▸ Supplied material:
============================================================

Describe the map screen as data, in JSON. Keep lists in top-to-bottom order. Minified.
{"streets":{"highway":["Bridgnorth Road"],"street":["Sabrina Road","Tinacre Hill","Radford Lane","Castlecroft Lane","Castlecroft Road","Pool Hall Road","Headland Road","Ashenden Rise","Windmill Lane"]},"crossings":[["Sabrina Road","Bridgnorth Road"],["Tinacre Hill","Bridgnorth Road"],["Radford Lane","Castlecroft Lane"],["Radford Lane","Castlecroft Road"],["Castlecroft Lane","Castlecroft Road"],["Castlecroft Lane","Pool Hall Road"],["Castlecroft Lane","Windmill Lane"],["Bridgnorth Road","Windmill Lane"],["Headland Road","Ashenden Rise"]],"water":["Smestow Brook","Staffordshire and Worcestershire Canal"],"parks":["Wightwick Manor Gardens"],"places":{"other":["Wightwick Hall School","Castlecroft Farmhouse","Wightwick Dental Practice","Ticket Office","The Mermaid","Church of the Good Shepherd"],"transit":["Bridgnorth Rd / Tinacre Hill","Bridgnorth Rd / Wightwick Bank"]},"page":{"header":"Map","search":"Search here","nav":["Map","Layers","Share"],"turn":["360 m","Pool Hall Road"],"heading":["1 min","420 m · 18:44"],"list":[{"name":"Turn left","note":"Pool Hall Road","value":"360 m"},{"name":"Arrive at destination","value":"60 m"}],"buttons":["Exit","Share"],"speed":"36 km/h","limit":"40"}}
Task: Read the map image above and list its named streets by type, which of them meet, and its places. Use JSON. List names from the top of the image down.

============================================================

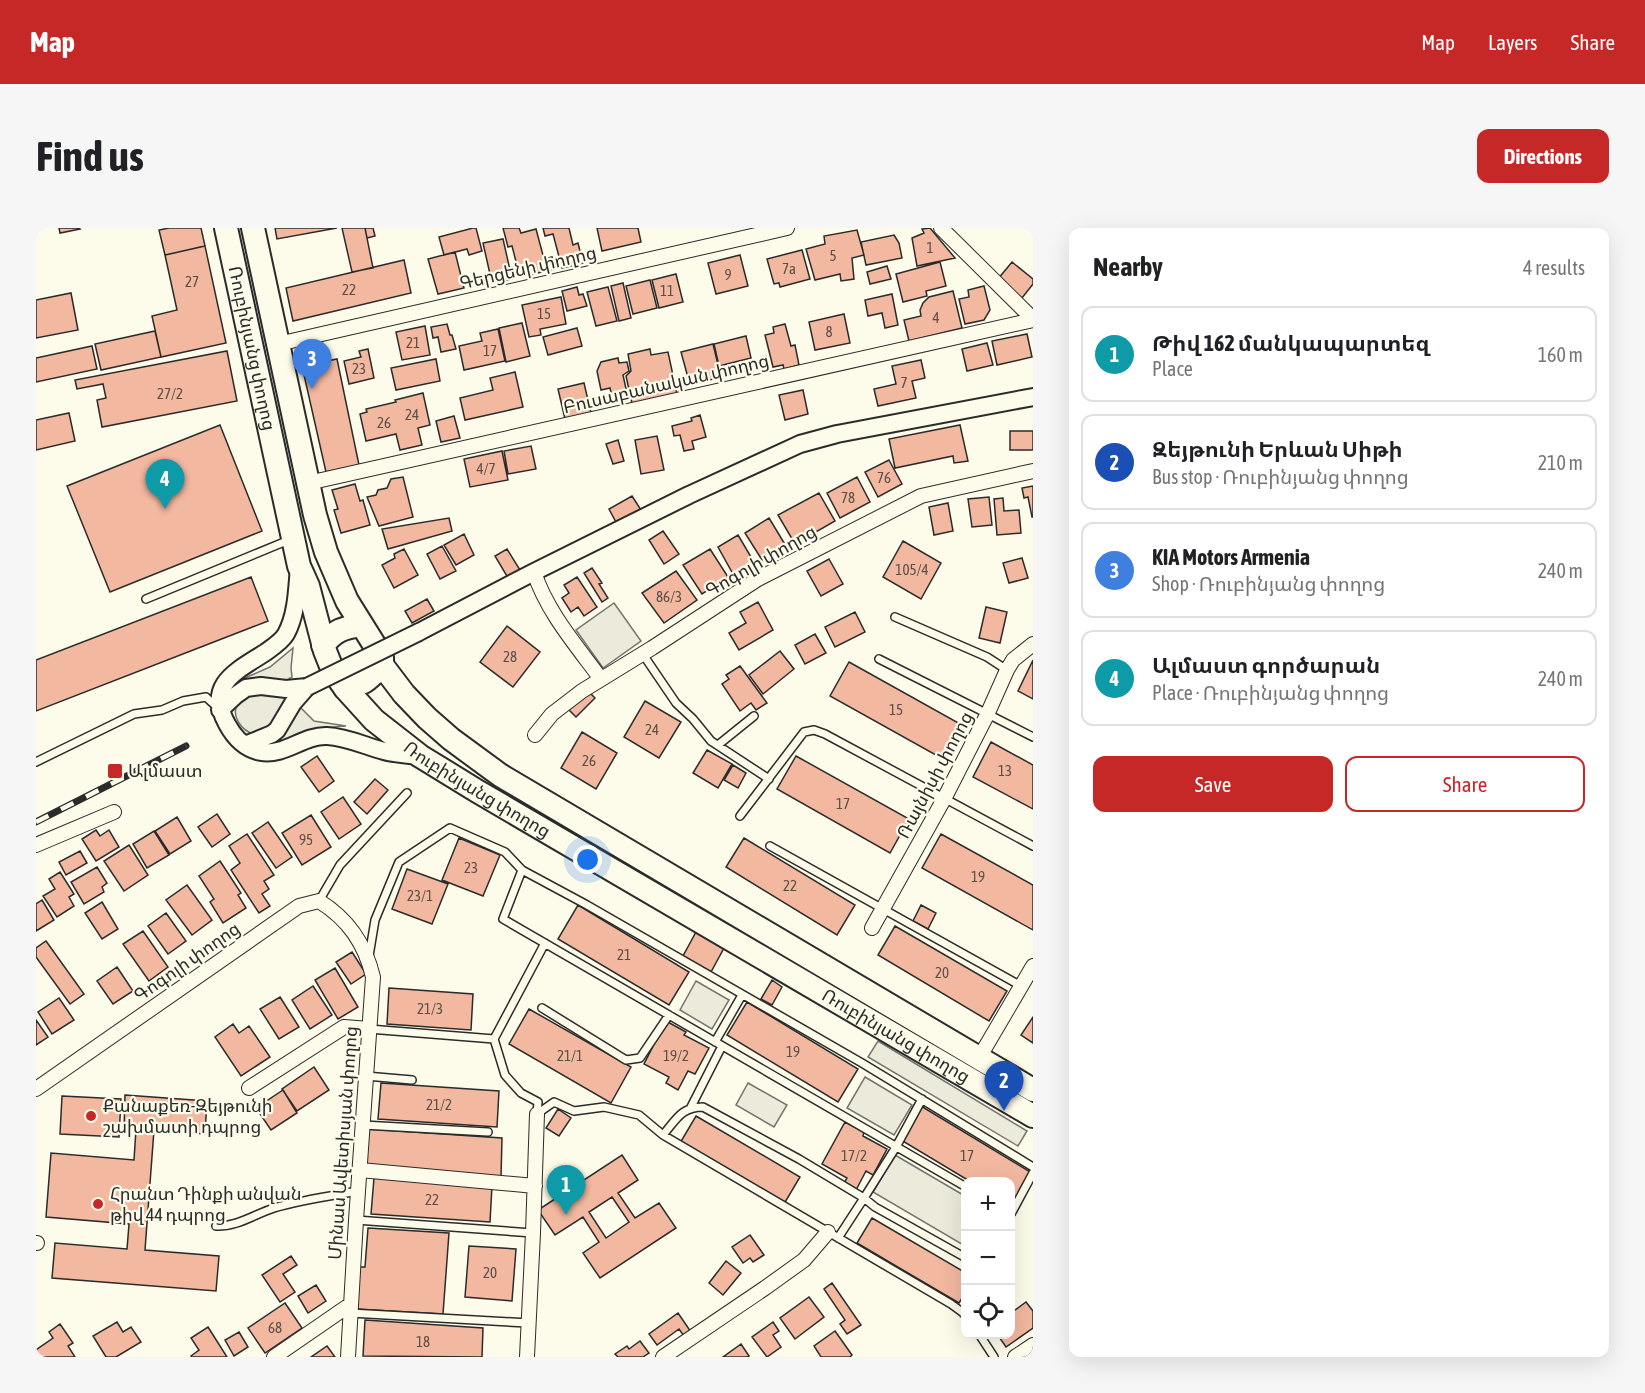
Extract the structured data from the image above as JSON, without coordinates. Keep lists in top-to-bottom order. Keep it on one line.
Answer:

============================================================

▸ Aim of the task: Return every line of the listing above that contains "from".

▸ Solved problem:
Task: Read the map image above and list its named streets by type, which of them meet, and its places. Use JSON. List names from the top of the image down.
Extract the structured data from the image above as JSON, without coordinates. Keep lists in top-to-bottom order. Keep it on one line.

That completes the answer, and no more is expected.